An option is in the money (ITM) when it has intrinsic value — meaning if you exercised it right now, the trade would be immediately profitable.
- For a call option: In the money means the stock price is above the strike price. If XYZ is trading at $55 and you hold the $50 call, your option is $5 in the money. You have the right to buy at $50 and the stock is worth $55 — that $5 difference is intrinsic value.
- For a put option: In the money means the stock price is below the strike price. If XYZ is trading at $45 and you hold the $50 put, your option is $5 in the money. You have the right to sell at $50 when the stock is only worth $45 — again, $5 in intrinsic value.
The deeper in the money an option is, the more it behaves like the stock itself. A deeply ITM call option moves almost dollar-for-dollar with the underlying — its Delta approaches 1.00. A deeply ITM put option moves almost dollar-for-dollar in the opposite direction — its Delta approaches -1.00.
What Does “Out of the Money” Mean?
An option is out of the money (OTM) when it has no intrinsic value — the strike price hasn’t been reached yet, so exercising it right now would make no sense.
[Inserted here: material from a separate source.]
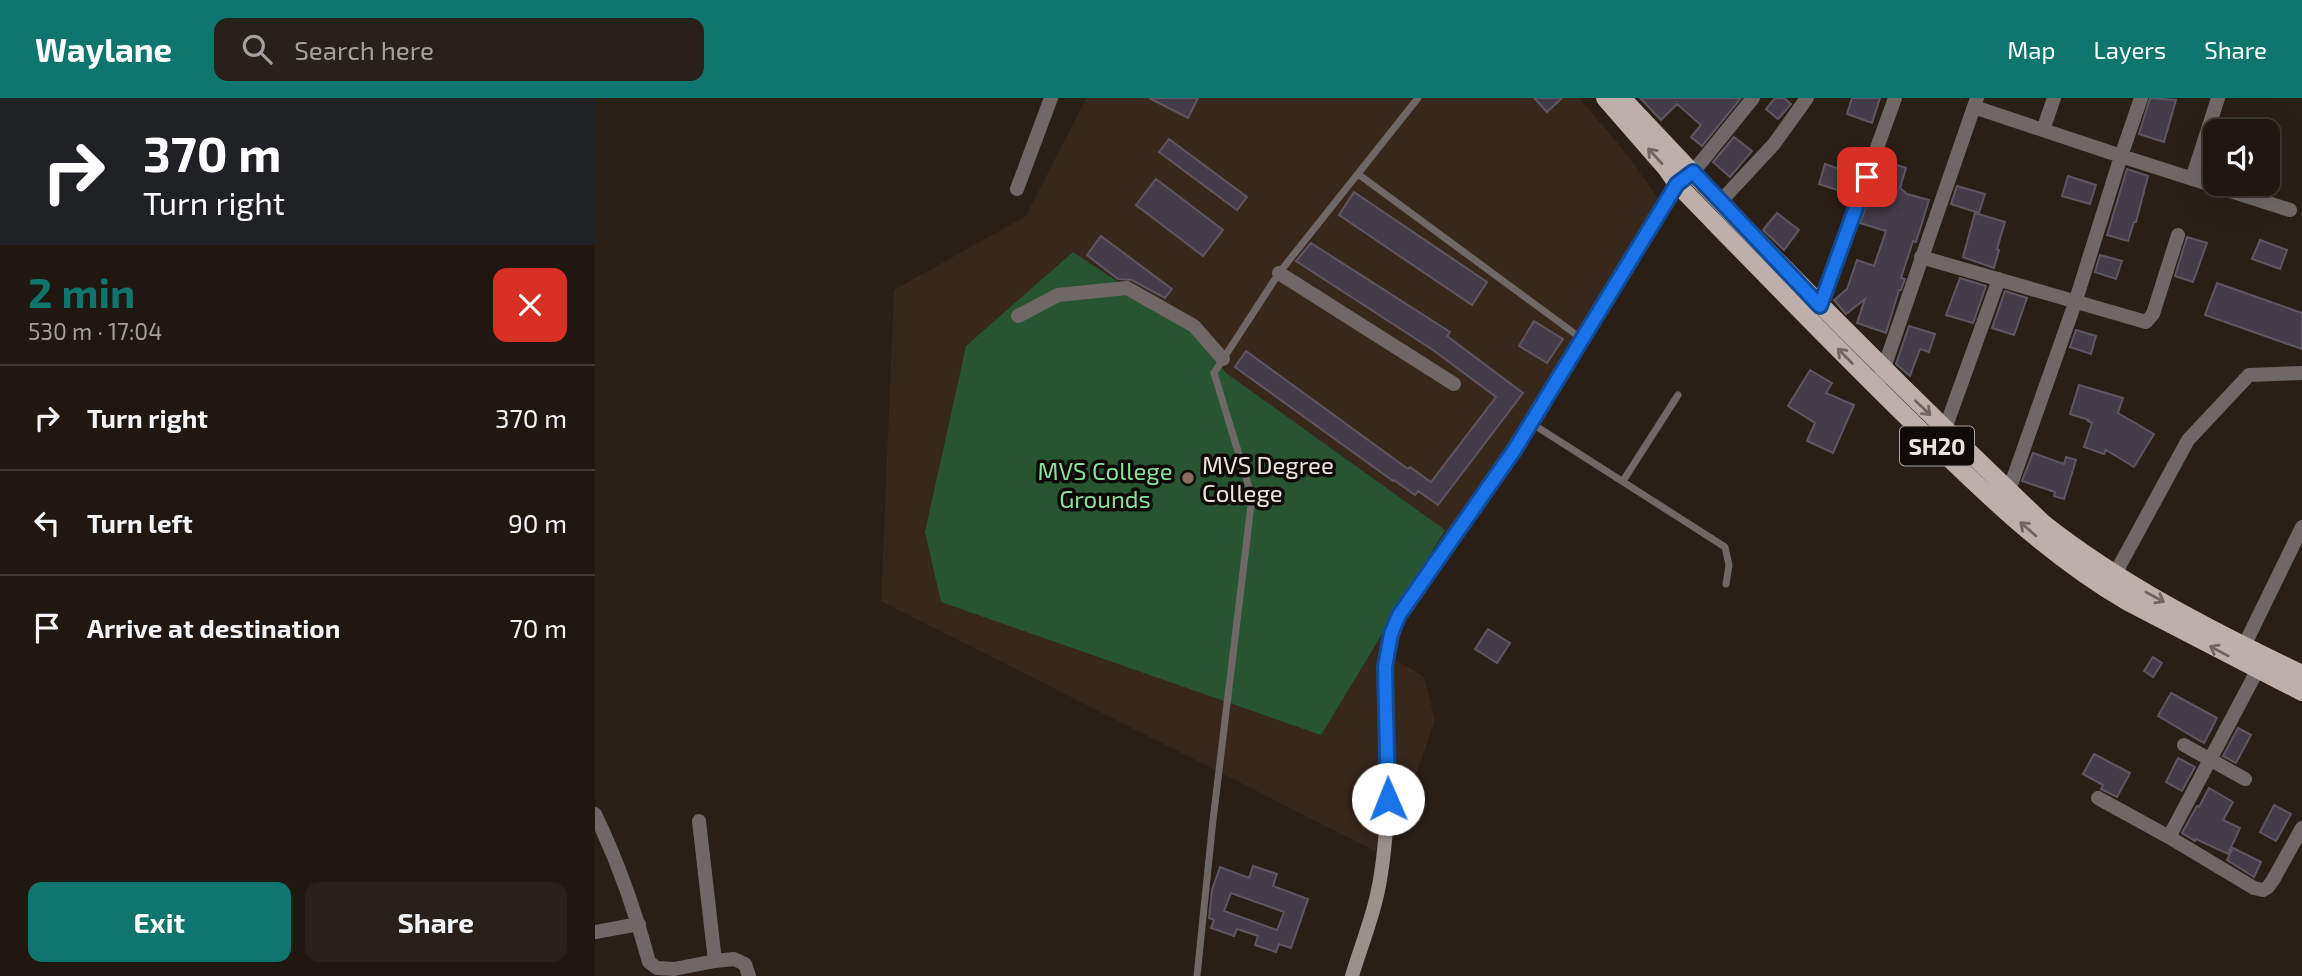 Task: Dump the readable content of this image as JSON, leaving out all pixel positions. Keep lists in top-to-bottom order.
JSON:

- For a call option: Out of the money means the stock price is below the strike price. If XYZ is trading at $45 and you hold the $50 call, your option is $5 out of the money. You have the right to buy at $50 when the stock is only worth $45 — exercising serves no purpose.
- For a put option: Out of the money means the stock price is above the strike price. If XYZ is trading at $55 and you hold the $50 put, your option is $5 out of the money. You have the right to sell at $50 when the stock is worth $55 — again, exercising makes no sense.
Out of the money options consist entirely of extrinsic value — also called time value. They have no intrinsic value by definition. Their price reflects only the probability that the stock will move past the strike price before expiration, multiplied by time remaining and implied volatility.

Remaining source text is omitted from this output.